DATA FOR THIS TASK –
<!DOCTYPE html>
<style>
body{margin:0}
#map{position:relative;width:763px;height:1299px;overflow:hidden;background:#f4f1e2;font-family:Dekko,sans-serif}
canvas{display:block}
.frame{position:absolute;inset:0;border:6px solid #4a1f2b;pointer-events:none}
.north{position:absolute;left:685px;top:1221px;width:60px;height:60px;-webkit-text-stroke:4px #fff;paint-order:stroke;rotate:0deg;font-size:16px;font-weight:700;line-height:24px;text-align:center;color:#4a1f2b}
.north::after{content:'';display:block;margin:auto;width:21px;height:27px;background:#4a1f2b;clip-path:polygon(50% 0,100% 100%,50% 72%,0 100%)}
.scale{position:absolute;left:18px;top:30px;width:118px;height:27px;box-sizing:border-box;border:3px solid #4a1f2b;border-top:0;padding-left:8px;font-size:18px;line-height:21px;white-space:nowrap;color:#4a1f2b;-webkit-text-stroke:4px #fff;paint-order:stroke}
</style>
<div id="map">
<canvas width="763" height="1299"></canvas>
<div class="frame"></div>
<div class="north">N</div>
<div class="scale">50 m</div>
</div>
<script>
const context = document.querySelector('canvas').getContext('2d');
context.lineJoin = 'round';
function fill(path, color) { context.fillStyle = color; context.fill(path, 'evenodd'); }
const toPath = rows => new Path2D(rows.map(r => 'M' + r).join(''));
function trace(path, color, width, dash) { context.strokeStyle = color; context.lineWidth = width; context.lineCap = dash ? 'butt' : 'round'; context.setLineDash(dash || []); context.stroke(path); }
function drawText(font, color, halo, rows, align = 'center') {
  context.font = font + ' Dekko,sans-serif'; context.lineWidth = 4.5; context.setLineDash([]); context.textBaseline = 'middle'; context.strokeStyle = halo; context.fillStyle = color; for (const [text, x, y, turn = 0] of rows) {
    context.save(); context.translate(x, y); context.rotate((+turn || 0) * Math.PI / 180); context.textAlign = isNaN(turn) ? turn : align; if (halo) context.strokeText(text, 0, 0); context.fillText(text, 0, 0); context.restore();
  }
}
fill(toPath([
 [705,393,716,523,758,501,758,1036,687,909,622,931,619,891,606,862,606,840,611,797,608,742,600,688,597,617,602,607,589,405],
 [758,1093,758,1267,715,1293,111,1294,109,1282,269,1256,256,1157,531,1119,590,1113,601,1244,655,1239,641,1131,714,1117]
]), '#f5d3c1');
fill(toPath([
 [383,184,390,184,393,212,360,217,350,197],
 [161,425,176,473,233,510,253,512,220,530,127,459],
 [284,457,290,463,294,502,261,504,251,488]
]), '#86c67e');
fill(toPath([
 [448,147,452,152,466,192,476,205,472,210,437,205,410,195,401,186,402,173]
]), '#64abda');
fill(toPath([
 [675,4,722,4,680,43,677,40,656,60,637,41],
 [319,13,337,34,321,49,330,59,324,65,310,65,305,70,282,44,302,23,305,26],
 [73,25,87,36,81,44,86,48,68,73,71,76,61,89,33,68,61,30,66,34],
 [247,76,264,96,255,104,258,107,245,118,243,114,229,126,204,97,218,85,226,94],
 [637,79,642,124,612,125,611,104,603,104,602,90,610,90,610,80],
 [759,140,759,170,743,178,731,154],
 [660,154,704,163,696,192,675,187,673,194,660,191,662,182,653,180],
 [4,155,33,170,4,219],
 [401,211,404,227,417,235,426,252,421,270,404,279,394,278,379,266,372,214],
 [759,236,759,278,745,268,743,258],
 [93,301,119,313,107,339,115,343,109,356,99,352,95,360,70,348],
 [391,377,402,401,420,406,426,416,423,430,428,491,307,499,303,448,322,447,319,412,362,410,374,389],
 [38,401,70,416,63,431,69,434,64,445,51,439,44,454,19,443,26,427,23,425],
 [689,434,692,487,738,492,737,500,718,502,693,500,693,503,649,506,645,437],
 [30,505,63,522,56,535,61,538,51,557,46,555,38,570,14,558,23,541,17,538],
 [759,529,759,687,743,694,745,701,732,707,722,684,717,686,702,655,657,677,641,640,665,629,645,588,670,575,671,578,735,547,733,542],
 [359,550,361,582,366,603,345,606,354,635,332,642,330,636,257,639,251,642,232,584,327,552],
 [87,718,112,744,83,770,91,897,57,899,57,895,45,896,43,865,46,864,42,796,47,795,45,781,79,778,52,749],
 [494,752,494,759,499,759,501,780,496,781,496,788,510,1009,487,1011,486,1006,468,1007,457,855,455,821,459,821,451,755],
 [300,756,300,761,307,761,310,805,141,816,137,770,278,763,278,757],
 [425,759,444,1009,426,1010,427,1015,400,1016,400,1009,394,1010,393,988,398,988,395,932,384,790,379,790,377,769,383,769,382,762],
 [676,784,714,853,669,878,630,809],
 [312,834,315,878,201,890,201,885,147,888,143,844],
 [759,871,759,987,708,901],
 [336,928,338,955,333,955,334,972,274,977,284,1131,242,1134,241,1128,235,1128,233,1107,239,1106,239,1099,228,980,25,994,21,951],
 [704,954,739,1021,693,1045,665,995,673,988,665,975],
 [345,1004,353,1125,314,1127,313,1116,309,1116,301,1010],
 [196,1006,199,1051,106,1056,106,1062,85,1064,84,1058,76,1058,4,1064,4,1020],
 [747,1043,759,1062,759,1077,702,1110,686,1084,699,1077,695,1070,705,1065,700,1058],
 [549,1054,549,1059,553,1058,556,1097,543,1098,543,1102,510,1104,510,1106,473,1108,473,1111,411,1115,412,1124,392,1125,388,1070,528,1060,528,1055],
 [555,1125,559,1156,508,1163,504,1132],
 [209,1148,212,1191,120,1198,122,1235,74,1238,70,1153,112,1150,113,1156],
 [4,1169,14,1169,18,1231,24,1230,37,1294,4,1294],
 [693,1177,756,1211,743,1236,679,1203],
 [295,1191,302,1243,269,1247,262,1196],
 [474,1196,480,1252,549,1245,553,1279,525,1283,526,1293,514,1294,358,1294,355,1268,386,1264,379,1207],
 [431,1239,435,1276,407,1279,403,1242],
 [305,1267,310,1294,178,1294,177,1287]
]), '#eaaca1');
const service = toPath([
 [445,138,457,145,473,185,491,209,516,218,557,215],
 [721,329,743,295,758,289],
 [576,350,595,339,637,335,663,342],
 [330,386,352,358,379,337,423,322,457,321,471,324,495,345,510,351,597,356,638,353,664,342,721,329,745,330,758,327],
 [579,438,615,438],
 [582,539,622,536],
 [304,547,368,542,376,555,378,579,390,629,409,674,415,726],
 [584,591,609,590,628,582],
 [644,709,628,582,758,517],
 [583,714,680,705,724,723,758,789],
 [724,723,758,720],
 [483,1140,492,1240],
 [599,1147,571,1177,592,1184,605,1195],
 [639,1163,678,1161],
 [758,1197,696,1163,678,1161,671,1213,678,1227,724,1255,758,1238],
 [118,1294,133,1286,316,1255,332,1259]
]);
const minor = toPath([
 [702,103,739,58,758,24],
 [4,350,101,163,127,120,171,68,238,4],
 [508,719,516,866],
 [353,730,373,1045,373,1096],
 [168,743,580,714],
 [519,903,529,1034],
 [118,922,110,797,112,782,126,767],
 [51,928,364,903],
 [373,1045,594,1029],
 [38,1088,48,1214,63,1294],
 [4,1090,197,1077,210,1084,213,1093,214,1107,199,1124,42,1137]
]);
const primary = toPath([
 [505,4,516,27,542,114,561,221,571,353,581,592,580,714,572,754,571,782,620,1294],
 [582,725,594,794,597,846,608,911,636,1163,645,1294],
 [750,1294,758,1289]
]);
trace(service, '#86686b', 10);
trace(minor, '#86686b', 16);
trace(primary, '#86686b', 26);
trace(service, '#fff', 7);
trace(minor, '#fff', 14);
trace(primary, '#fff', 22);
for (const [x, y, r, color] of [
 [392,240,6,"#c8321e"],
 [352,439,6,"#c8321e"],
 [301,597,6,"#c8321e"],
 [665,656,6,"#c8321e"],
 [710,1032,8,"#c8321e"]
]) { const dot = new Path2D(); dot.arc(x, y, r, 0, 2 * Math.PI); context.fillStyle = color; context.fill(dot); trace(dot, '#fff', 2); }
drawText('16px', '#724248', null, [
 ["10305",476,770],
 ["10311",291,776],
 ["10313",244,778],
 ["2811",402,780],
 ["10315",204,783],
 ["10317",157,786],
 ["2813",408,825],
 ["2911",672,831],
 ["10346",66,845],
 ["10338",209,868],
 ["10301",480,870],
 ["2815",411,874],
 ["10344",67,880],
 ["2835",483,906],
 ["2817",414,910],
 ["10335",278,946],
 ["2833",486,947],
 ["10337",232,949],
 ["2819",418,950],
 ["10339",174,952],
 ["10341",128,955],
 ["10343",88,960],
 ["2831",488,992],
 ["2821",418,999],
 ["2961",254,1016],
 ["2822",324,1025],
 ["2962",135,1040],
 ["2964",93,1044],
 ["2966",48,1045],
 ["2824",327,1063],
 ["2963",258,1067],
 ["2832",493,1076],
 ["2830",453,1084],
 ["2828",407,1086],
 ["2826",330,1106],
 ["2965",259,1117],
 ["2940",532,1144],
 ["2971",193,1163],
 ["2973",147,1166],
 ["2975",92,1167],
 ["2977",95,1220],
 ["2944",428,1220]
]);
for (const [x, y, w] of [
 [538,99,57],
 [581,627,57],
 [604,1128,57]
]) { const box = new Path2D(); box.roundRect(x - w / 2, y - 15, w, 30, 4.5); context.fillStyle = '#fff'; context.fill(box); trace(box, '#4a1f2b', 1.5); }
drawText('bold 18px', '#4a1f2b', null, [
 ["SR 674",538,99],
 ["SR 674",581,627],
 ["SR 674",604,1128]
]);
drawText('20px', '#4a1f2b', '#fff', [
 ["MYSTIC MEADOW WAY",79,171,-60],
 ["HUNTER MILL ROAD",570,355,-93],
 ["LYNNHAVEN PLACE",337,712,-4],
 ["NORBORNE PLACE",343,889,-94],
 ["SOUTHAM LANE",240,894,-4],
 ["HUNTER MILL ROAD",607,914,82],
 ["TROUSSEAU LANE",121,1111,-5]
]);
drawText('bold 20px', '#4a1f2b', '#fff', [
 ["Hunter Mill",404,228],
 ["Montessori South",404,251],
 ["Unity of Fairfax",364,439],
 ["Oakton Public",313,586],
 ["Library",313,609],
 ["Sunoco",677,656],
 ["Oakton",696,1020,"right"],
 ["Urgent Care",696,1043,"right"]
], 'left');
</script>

REQUIRED WORK – A single number is the whole answer: how many lines in the entries hold the word "lineWidth".

REPLY – 2